### [ACTIVITY]
Everything from the opening line of the records below through the line with "width:16px; height:16px; translate:-50%" must be duplicated exactly, pictures left out.

══════════

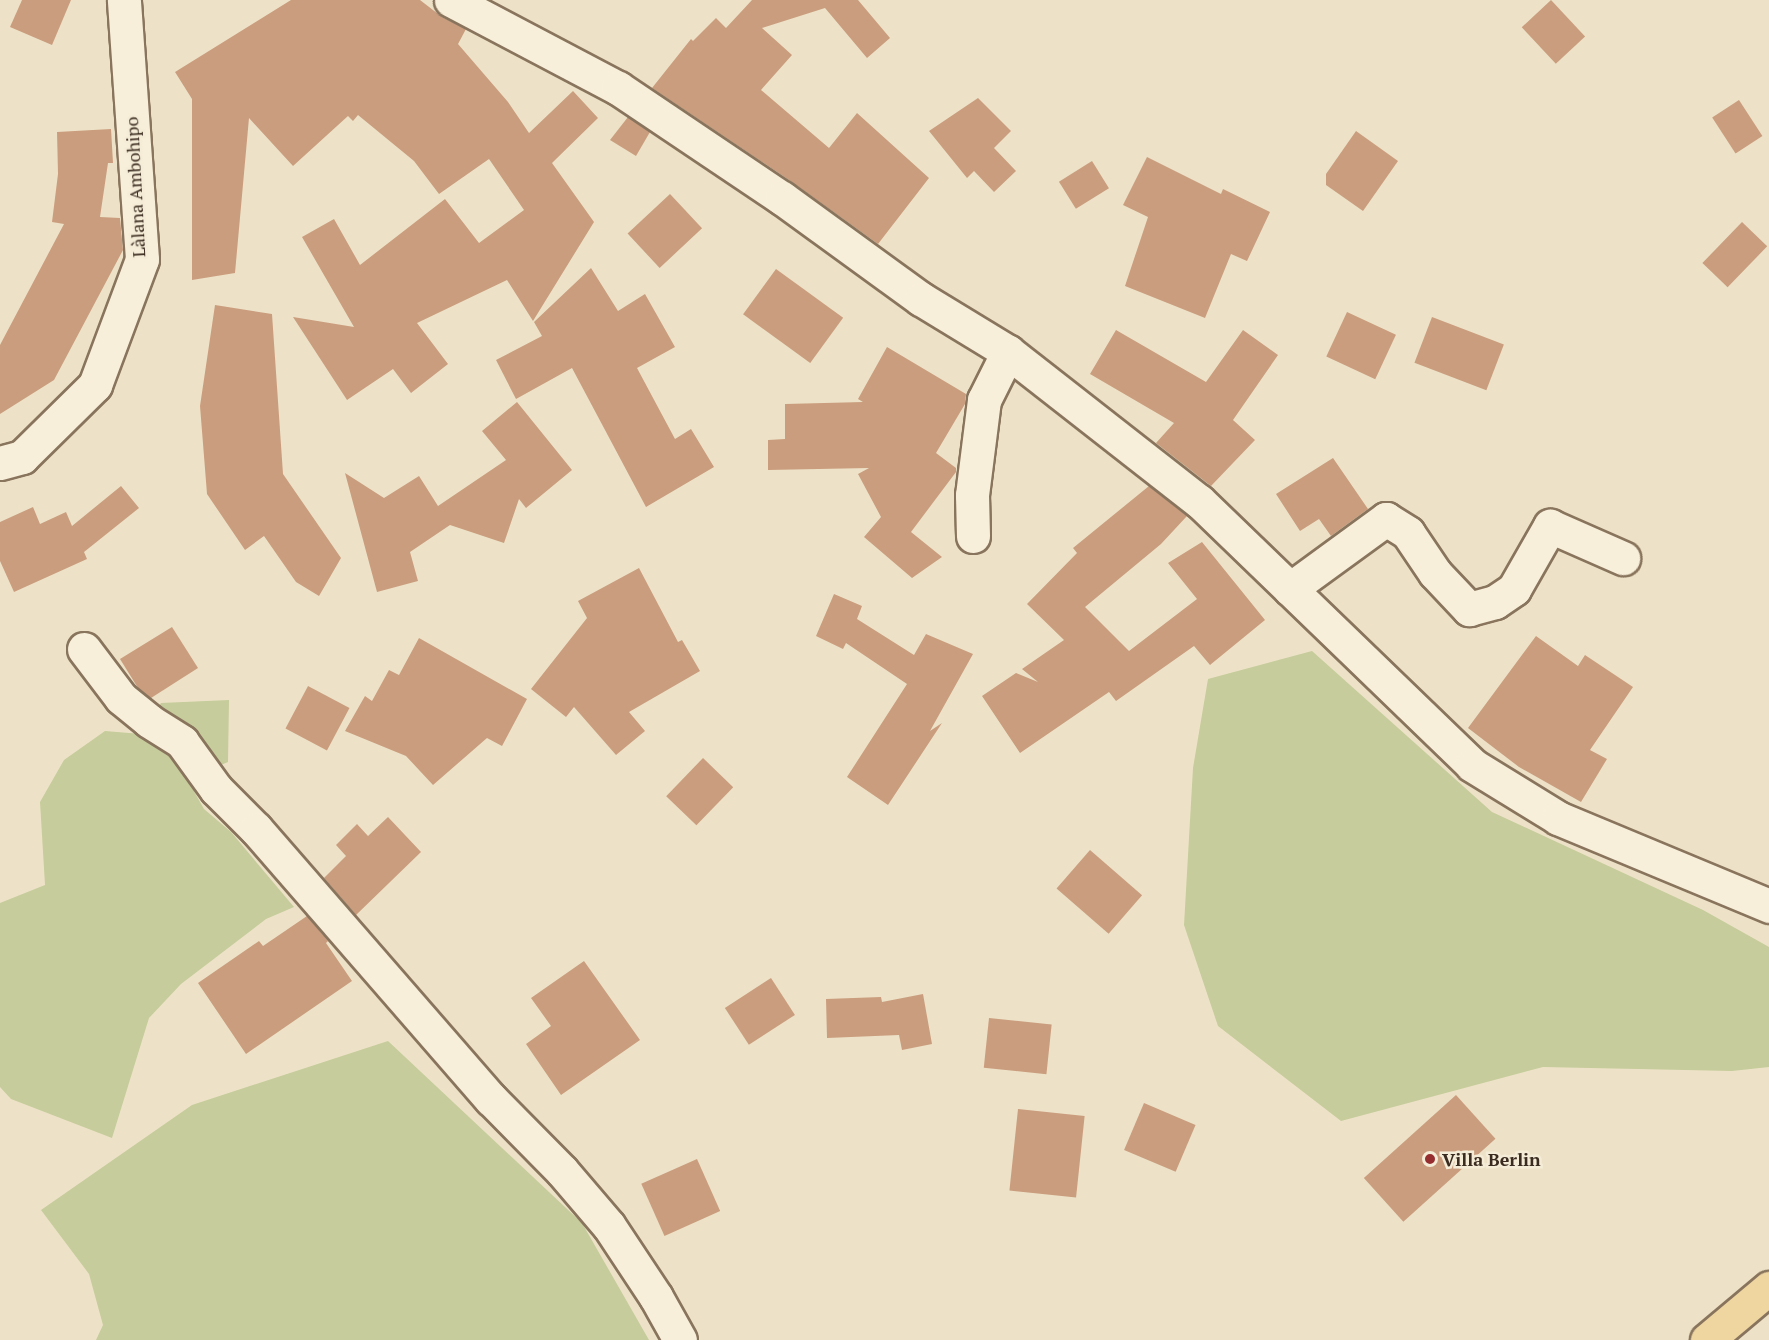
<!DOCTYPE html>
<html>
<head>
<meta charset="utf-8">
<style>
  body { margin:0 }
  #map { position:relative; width:1769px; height:1340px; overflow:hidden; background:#ede2c7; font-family:"PT Serif",serif }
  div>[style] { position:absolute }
  .green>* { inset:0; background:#c6cc9b }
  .building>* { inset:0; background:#ca9d7e; transform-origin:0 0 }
  .roads { filter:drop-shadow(2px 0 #89745d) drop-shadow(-2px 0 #89745d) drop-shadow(0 2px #89745d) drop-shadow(0 -2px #89745d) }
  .minor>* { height:33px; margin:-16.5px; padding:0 16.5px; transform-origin:16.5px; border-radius:16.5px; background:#f8efda }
  .major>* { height:33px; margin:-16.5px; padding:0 16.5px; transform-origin:16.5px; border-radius:16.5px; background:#efd6a1 }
  .dots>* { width:16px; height:16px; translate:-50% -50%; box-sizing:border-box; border:3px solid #f5ecd7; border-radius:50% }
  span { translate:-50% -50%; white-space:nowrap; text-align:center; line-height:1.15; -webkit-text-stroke:5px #f5ecd7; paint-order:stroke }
  .street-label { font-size:18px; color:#3a2c20 }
  .poi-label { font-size:18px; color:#3a2c20; font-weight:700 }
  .left { translate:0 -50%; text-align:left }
</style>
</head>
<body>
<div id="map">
  <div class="green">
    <i style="clip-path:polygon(1312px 651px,1492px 812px,1703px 910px,1769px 947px,1769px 1067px,1732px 1071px,1543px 1067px,1341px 1121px,1218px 1026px,1184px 925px,1193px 768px,1208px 679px)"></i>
    <i style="clip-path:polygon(229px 700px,228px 762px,187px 779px,204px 809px,231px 832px,294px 907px,266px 919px,181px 984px,149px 1018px,112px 1138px,11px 1099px,0 1087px,0 903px,45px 885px,40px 802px,64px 760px,105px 731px,141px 734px,161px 703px)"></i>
    <i style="clip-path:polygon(388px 1041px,582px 1223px,649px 1340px,96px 1340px,103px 1325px,89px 1274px,41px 1210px,192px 1105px)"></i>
  </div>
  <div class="building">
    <i style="clip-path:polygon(22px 0,71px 0,52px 45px,10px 27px)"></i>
    <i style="clip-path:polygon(291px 0,420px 0,442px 17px,466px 29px,458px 44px,508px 102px,529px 133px,573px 91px,598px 118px,552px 163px,594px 222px,533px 321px,507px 280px,417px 323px,448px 364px,411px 393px,393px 369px,347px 400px,293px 317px,354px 327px,302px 237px,334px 219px,360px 265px,445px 199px,479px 243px,524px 210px,489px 159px,439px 194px,414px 161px,358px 115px,353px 121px,348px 116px,293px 166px,249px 118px,235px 273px,192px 280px,192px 99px,175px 72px)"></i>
    <i style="clip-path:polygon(752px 0,858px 0,890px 38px,867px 58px,825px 8px,762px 28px,792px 55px,761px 90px,829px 148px,857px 113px,929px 178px,878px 244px,792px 182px,652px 88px,691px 39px,693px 41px,716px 18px,726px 28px)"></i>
    <i style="left:1551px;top:0;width:50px;height:40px;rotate:47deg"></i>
    <i style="clip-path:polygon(978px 98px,1011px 131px,994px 148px,1016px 171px,994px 192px,974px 171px,967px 178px,929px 131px)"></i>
    <i style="left:1739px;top:100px;width:43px;height:32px;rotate:57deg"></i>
    <i style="clip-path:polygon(628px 117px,650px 132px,636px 156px,610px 140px)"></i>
    <i style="clip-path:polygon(111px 129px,113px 163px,108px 163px,100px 217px,120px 218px,123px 250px,54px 380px,0 414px,0 345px,64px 224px,52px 222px,58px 174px,57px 132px)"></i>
    <i style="clip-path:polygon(1356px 131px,1398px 161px,1363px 211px,1326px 185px,1326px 174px)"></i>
    <i style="clip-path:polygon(1147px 157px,1221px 194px,1223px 189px,1270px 212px,1247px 261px,1231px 254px,1205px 318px,1125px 286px,1148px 217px,1123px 205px)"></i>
    <i style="left:1092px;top:161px;width:32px;height:39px;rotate:58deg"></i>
    <i style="left:670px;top:194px;width:47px;height:58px;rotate:47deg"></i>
    <i style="left:1742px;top:222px;width:35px;height:57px;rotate:44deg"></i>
    <i style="clip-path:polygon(591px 268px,618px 311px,645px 294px,675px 347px,637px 368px,675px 439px,691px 429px,714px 467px,646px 507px,572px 368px,516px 399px,496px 360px,542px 336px,534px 322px)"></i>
    <i style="left:776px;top:269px;width:83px;height:56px;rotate:36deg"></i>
    <i style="clip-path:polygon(215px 305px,272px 314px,283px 474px,341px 558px,319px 596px,296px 582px,264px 536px,245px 550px,207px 494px,200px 406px)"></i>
    <i style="left:1347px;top:312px;width:54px;height:49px;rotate:25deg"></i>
    <i style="left:1432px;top:317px;width:77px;height:49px;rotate:21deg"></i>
    <i style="clip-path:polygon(1116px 330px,1206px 382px,1243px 330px,1278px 355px,1233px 420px,1255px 440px,1211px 486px,1156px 443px,1174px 423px,1090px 374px)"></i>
    <i style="clip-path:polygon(887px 347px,966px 394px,965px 404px,936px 453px,956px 468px,956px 472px,911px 532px,942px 557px,912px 578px,864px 537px,881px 517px,858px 474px,869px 468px,768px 470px,768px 440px,785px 439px,785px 404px,863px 402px,858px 399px)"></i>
    <i style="clip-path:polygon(517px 402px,572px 470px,526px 508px,519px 499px,504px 543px,450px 525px,410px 552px,418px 581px,377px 592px,345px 473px,384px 498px,419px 476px,438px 506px,506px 460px,482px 431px)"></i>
    <i style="clip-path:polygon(1333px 458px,1368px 509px,1331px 536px,1319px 519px,1300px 531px,1276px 494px)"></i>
    <i style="clip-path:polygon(121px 486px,139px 508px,84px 552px,87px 559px,14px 592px,0 561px,0 522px,33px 507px,40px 524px,66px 512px,72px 526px)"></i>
    <i style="clip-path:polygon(1149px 486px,1187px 516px,1161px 544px,1085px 607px,1129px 651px,1197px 599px,1168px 563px,1202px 542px,1265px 620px,1210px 665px,1194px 646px,1116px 701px,1109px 692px,1020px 753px,982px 696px,1016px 673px,1038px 682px,1022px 669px,1064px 640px,1027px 604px,1077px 553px,1073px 548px)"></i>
    <i style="clip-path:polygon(639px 568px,678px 642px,682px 640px,700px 671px,629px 712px,645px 731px,616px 755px,574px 707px,566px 717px,531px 689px,587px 618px,578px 601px)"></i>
    <i style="clip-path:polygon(834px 594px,862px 606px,857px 619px,914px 655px,926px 634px,973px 654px,930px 731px,942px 723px,888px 805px,847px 777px,907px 684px,846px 643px,843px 649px,816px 636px)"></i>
    <i style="clip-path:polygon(172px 627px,198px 668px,151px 698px,138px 688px,120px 659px)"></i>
    <i style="clip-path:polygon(1536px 636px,1578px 666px,1585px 655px,1633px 687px,1590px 750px,1607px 759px,1581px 802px,1519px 767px,1468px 728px)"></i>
    <i style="clip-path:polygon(419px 638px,527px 699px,502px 746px,487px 738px,433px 785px,406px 756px,345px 731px,365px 696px,372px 701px,389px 670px,399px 675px)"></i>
    <i style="left:308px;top:686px;width:47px;height:48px;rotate:28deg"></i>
    <i style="left:703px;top:758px;width:42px;height:53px;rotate:44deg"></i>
    <i style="clip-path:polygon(388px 817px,421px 852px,356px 915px,324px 878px,346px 856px,336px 845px,357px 824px,368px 836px)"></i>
    <i style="left:1090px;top:850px;width:69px;height:51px;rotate:41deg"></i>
    <i style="clip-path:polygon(307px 916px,328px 941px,326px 943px,352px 981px,246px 1054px,198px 983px,259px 941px,263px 946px)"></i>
    <i style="clip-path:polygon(584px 961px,640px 1040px,561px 1095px,526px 1044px,551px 1026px,531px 998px)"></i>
    <i style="left:771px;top:978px;width:44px;height:55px;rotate:57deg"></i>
    <i style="clip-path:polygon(923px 994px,932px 1044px,902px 1050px,899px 1035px,827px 1038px,826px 999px,881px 997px,882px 1002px)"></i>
    <i style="left:989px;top:1018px;width:63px;height:50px;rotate:6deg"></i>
    <i style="left:1456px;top:1095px;width:59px;height:124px;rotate:48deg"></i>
    <i style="left:1144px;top:1103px;width:56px;height:51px;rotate:23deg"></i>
    <i style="left:1018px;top:1109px;width:67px;height:82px;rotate:6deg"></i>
    <i style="left:697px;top:1159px;width:57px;height:61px;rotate:66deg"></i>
  </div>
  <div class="roads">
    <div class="minor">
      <i style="left:451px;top:0;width:189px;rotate:27.8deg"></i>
      <i style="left:618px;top:88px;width:197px;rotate:33.9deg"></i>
      <i style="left:782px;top:198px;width:172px;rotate:36deg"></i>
      <i style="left:921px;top:299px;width:102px;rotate:31.3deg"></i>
      <i style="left:1008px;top:352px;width:242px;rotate:38deg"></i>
      <i style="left:1199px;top:501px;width:380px;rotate:44deg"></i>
      <i style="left:1472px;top:765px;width:101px;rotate:31.6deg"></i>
      <i style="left:1558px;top:818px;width:229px;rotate:22.6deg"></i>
      <i style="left:0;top:463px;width:23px;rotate:-15deg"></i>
      <i style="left:22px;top:457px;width:103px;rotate:-44.6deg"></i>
      <i style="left:95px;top:385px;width:134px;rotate:-69.5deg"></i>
      <i style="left:142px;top:259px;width:260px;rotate:-94deg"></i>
      <i style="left:973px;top:536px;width:41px;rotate:-91.4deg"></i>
      <i style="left:972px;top:495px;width:96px;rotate:-82.8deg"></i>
      <i style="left:984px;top:400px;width:54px;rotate:-63.4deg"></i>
      <i style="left:1290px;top:589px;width:119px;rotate:-36.1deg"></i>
      <i style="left:1386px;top:519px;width:26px;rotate:32deg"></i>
      <i style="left:1408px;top:533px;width:48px;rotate:56deg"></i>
      <i style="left:1435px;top:573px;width:50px;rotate:46.6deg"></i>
      <i style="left:1469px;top:609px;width:27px;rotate:-15deg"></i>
      <i style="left:1495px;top:602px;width:23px;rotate:-34deg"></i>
      <i style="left:1514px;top:589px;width:73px;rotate:-60.3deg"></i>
      <i style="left:1550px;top:526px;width:80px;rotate:23.7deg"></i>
      <i style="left:84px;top:649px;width:61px;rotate:52.9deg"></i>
      <i style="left:121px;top:698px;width:36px;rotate:39deg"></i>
      <i style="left:149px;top:721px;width:39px;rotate:32deg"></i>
      <i style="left:182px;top:742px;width:58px;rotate:54.1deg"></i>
      <i style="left:216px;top:789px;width:57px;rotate:45deg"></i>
      <i style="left:256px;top:829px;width:358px;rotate:49deg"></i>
      <i style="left:491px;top:1099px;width:101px;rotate:45.4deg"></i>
      <i style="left:562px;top:1171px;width:72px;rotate:49.5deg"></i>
      <i style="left:609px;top:1226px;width:85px;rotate:56.5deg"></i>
      <i style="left:656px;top:1297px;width:49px;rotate:60.8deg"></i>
    </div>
    <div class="major">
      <i style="left:1707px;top:1340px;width:81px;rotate:-40deg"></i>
    </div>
  </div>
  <div class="dots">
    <i style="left:1430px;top:1159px;background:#962e30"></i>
  </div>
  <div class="street-label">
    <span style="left:135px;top:187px;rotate:-93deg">Làlana Ambohipo</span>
  </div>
  <div class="poi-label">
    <span class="left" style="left:1442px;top:1159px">Villa Berlin</span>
  </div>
</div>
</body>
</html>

══════════

### [YOUR RESPONSE]
<!DOCTYPE html>
<html>
<head>
<meta charset="utf-8">
<style>
  body { margin:0 }
  #map { position:relative; width:1769px; height:1340px; overflow:hidden; background:#ede2c7; font-family:"PT Serif",serif }
  div>[style] { position:absolute }
  .green>* { inset:0; background:#c6cc9b }
  .building>* { inset:0; background:#ca9d7e; transform-origin:0 0 }
  .roads { filter:drop-shadow(2px 0 #89745d) drop-shadow(-2px 0 #89745d) drop-shadow(0 2px #89745d) drop-shadow(0 -2px #89745d) }
  .minor>* { height:33px; margin:-16.5px; padding:0 16.5px; transform-origin:16.5px; border-radius:16.5px; background:#f8efda }
  .major>* { height:33px; margin:-16.5px; padding:0 16.5px; transform-origin:16.5px; border-radius:16.5px; background:#efd6a1 }
  .dots>* { width:16px; height:16px; translate:-50% -50%; box-sizing:border-box; border:3px solid #f5ecd7; border-radius:50% }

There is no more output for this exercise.